─── EXCERPTED DATA
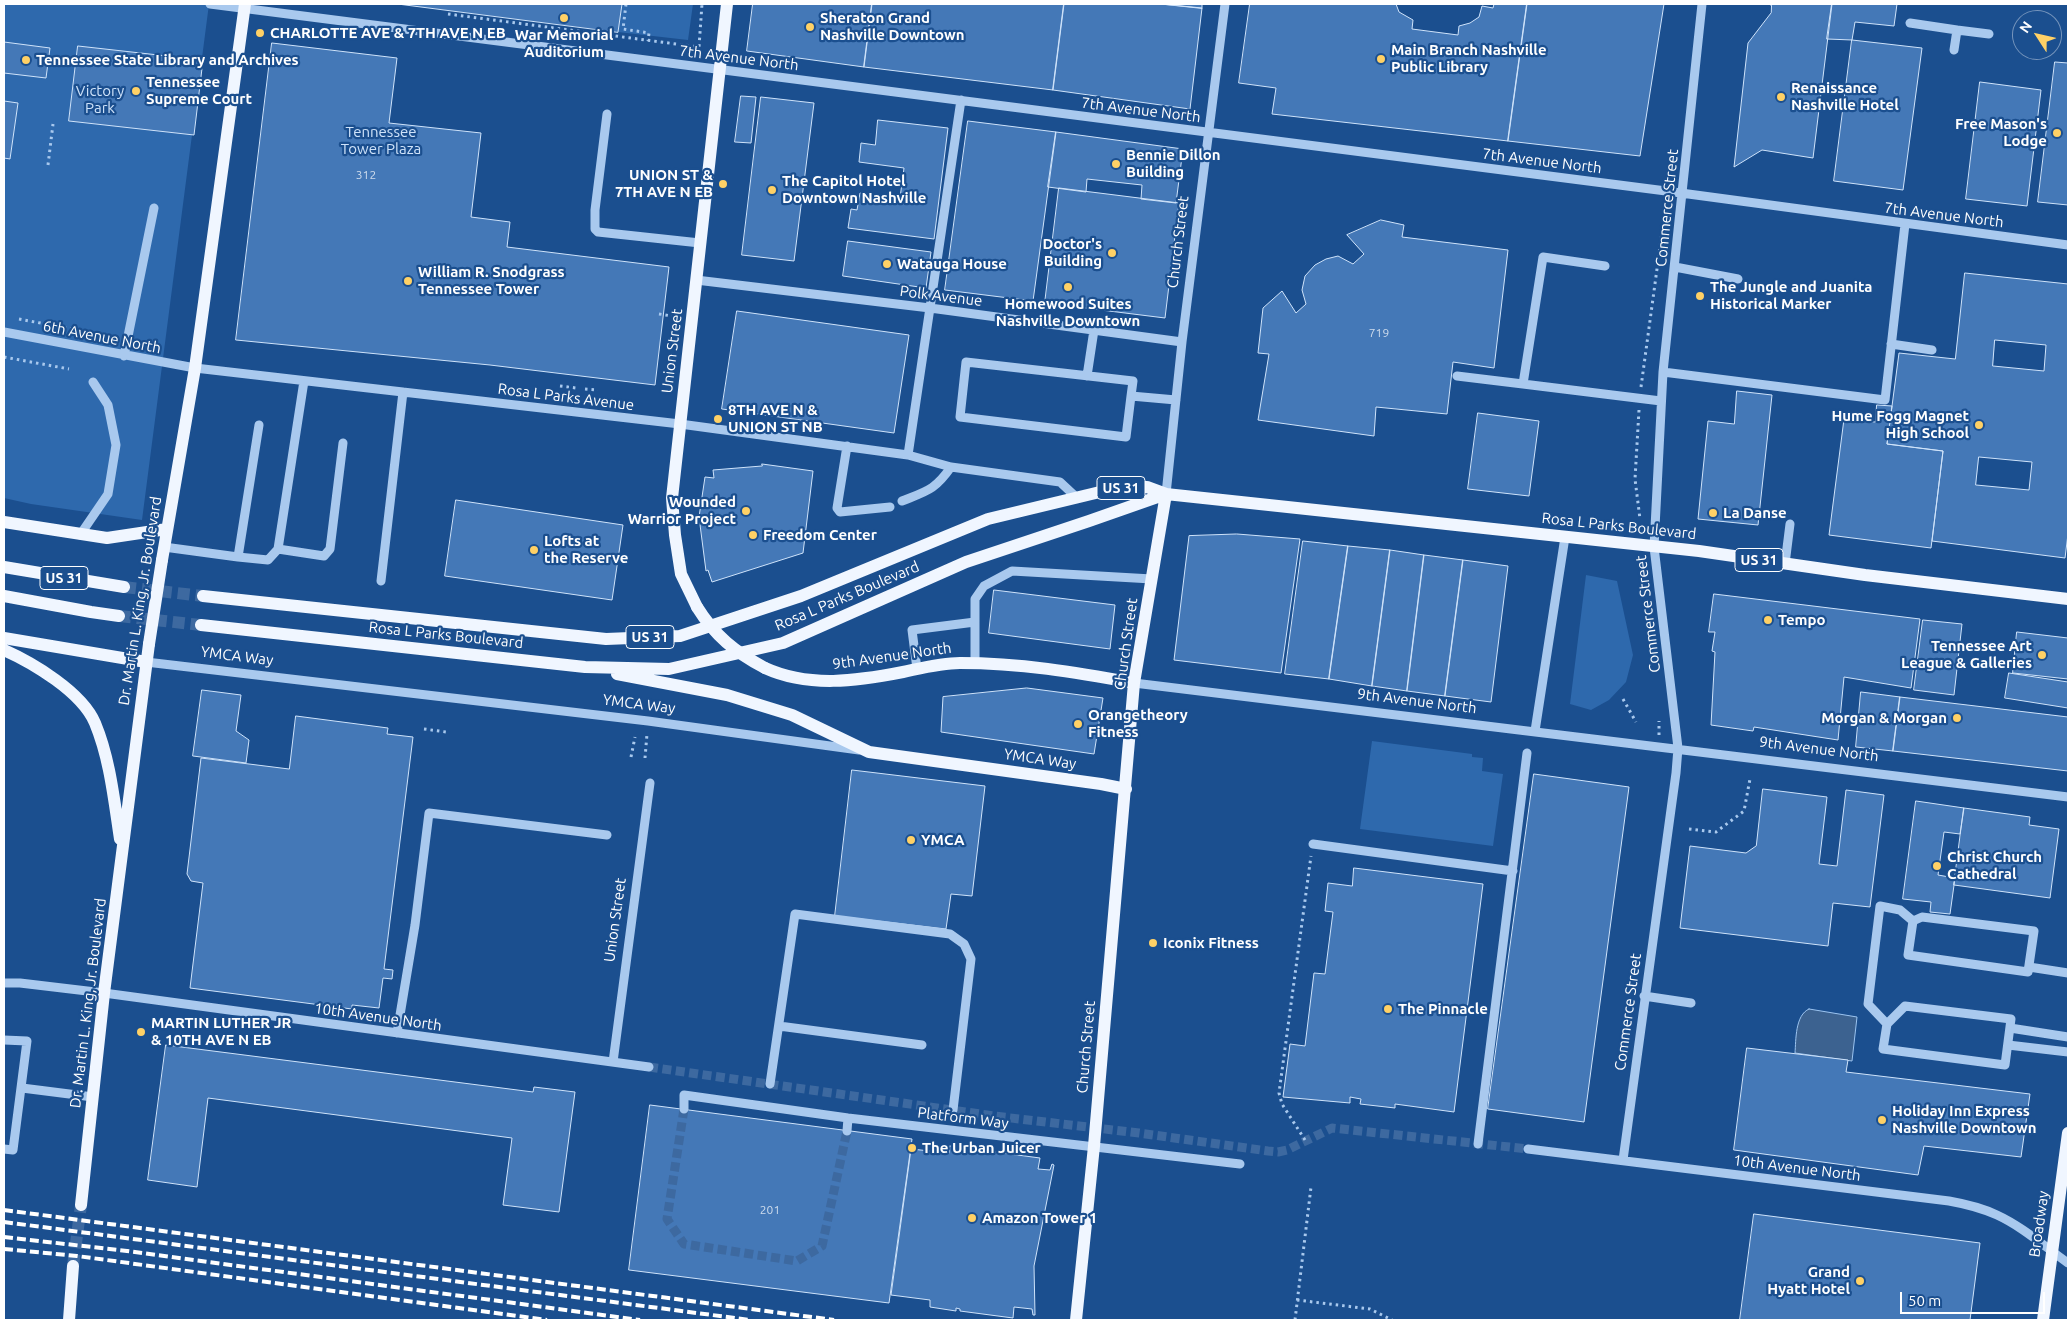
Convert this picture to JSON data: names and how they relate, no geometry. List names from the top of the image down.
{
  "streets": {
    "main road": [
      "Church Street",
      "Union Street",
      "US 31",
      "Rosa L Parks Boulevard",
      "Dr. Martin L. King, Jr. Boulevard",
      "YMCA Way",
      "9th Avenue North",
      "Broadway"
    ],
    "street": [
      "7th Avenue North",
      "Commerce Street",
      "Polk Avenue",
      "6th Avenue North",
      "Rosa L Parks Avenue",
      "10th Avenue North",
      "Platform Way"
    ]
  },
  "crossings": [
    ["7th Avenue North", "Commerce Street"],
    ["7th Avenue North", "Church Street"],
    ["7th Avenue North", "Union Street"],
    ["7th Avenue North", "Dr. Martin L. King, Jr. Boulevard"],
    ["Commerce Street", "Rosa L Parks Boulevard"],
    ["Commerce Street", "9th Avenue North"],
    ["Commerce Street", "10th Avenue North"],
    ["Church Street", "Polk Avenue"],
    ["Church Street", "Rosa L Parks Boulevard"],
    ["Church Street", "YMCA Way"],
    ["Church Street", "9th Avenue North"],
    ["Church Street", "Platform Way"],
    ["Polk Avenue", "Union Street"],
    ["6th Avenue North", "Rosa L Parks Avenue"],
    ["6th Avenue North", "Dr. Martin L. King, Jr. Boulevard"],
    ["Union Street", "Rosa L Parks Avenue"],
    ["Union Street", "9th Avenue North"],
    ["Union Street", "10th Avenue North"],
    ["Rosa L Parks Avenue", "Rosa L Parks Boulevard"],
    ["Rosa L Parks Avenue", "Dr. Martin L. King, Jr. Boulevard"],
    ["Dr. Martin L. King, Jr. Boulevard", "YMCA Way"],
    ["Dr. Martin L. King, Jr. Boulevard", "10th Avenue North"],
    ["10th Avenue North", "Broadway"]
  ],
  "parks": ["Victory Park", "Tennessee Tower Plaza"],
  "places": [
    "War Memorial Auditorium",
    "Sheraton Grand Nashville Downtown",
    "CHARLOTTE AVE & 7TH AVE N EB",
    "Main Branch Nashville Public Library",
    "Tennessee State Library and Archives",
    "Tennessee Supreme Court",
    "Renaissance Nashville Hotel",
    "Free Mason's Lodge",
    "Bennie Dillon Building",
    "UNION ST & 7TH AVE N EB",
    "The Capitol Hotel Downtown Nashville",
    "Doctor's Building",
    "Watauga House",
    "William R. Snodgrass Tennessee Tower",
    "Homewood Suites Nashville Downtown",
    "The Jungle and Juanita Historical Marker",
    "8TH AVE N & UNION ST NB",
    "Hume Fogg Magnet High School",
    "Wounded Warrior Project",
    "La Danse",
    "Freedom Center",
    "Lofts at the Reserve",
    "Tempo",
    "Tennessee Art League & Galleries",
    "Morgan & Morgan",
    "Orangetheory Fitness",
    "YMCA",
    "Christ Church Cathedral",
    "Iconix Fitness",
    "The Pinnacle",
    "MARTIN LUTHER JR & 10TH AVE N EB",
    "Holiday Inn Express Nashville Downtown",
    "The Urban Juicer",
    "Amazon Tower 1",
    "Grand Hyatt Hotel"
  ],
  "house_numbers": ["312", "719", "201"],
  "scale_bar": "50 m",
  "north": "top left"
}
──────
─── EXCERPTED DATA
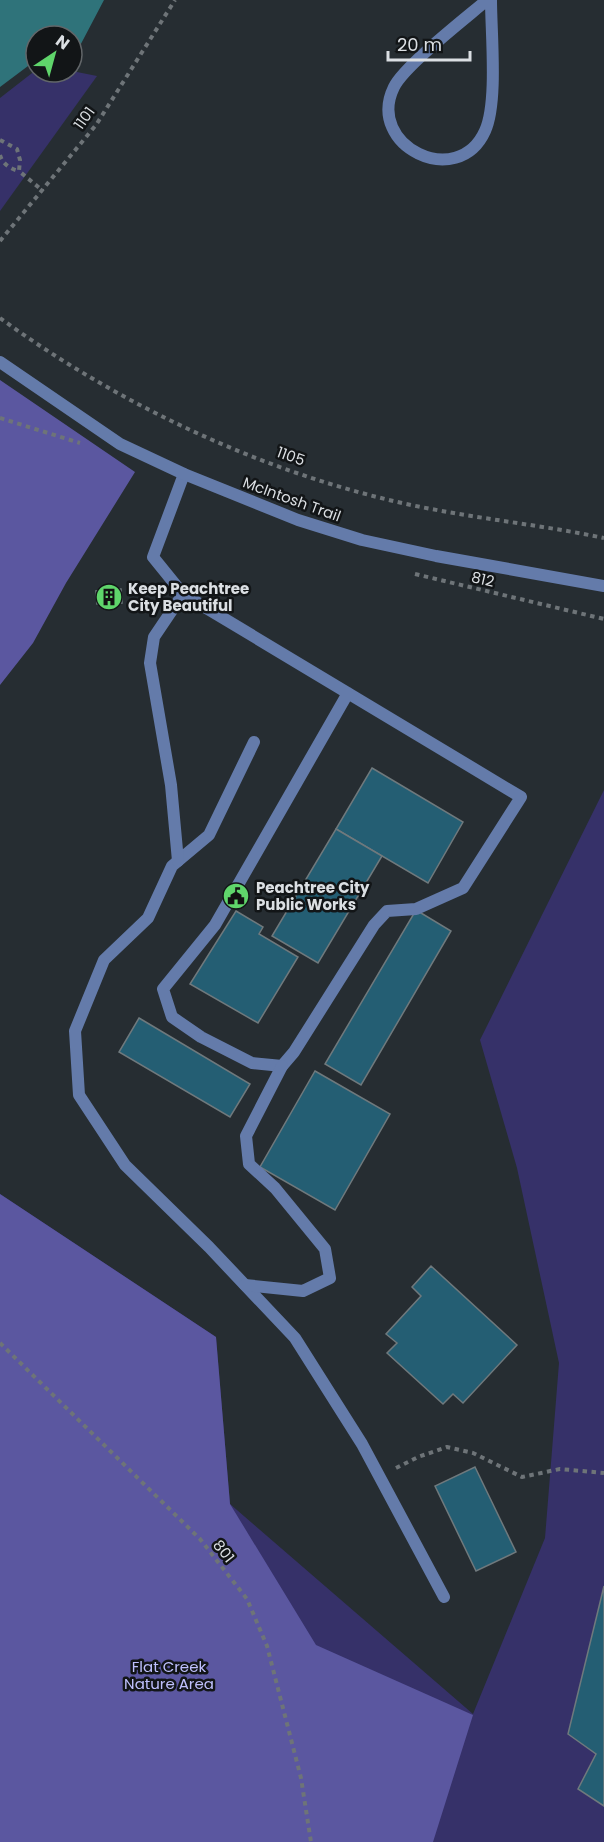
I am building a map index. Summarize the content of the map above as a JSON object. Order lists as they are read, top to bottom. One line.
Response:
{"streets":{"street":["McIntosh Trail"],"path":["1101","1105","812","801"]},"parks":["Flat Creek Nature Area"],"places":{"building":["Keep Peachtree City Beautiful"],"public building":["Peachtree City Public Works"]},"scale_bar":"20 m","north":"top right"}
──────
─── EXCERPTED DATA
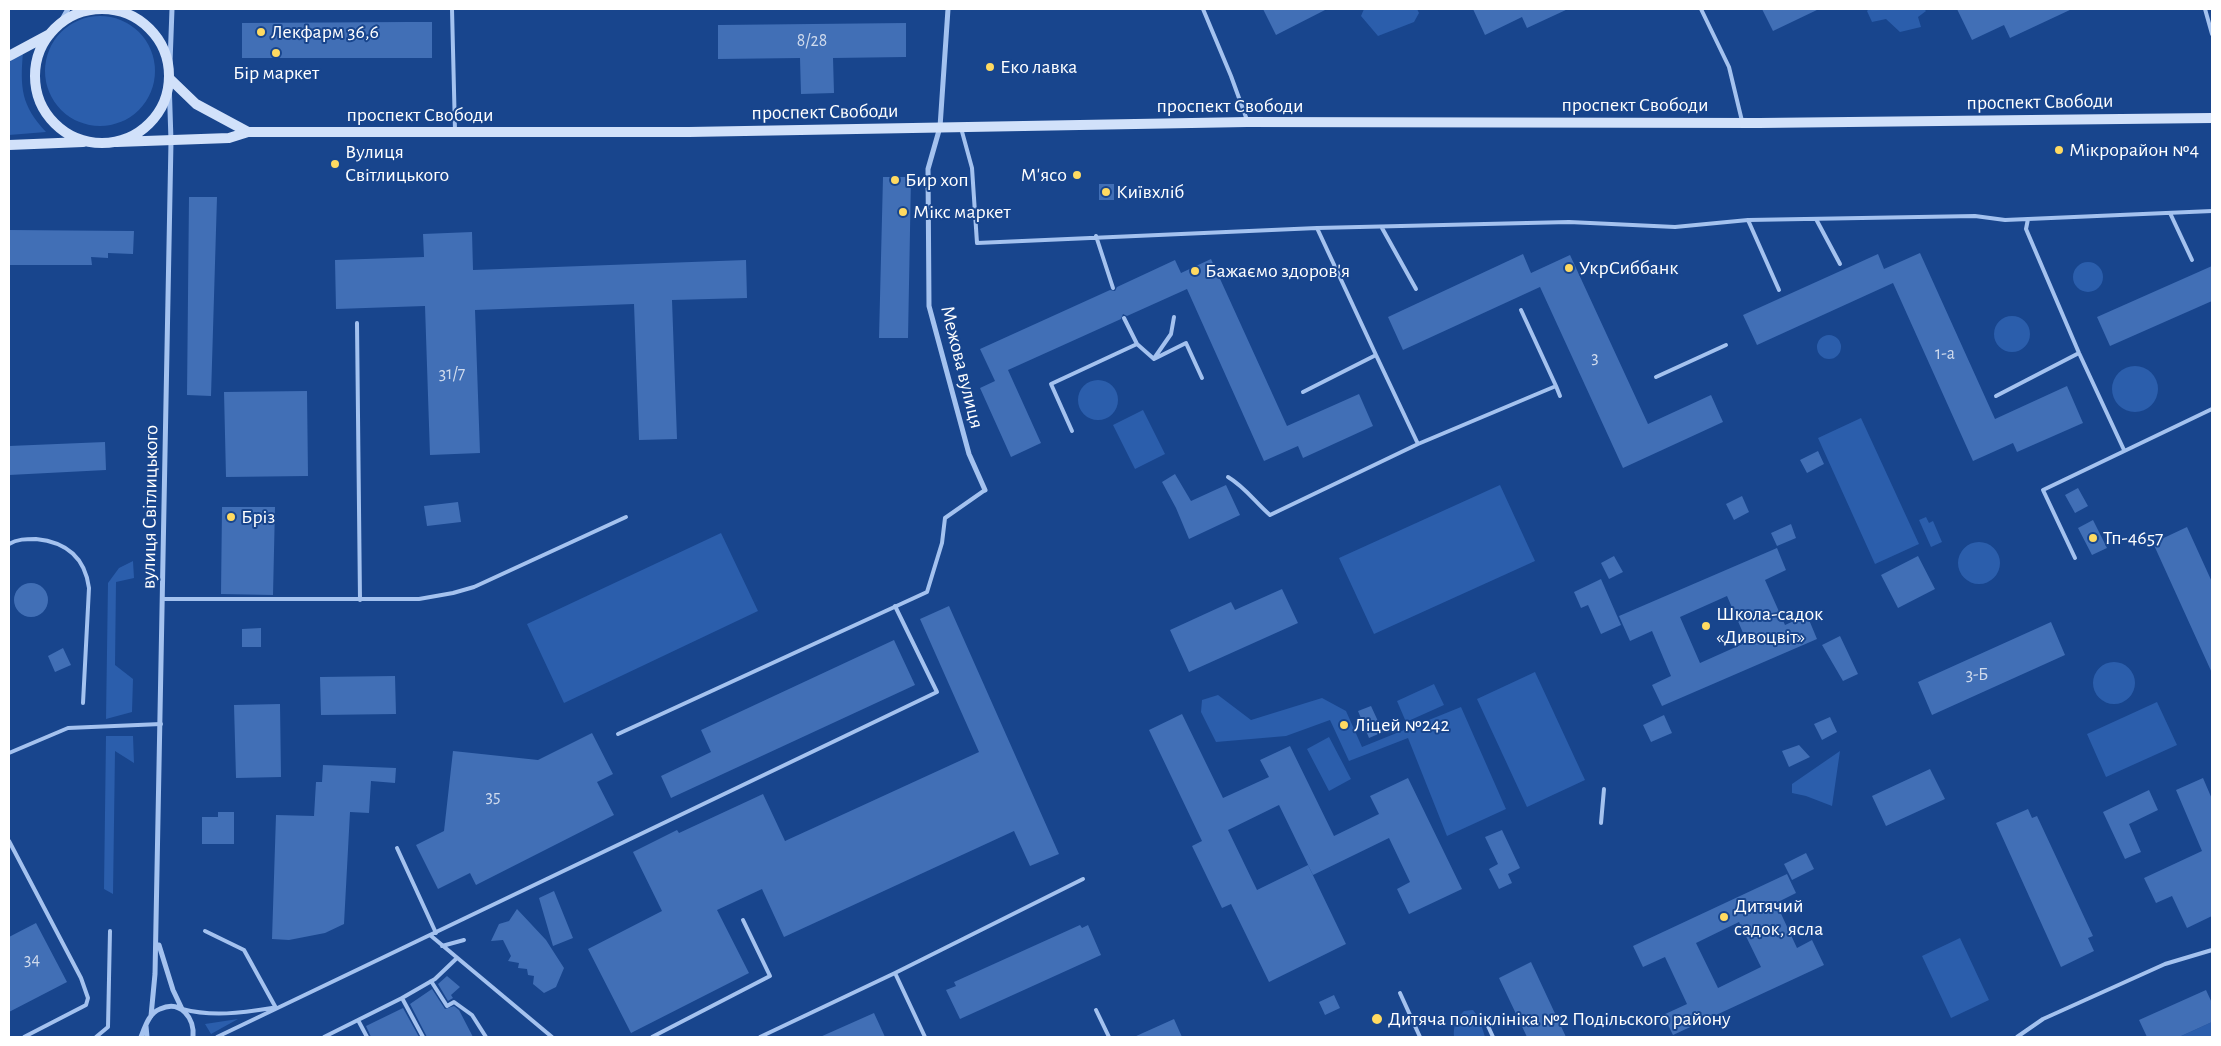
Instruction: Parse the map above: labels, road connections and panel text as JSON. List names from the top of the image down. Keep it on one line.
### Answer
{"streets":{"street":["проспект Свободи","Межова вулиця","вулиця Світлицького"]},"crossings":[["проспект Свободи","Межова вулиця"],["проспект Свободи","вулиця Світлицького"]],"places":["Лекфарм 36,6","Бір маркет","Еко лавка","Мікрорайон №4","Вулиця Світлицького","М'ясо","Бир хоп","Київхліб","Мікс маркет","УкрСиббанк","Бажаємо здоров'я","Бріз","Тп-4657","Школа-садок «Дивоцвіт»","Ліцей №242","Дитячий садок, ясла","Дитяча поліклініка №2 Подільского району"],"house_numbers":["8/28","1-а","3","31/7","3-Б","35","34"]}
──────
- AIM OF THE TASK
Collect the complete line wherever the string "above" appears in the records.

- SOLUTION
I am building a map index. Summarize the content of the map above as a JSON object. Order lists as they are read, top to bottom. One line.
Instruction: Parse the map above: labels, road connections and panel text as JSON. List names from the top of the image down. Keep it on one line.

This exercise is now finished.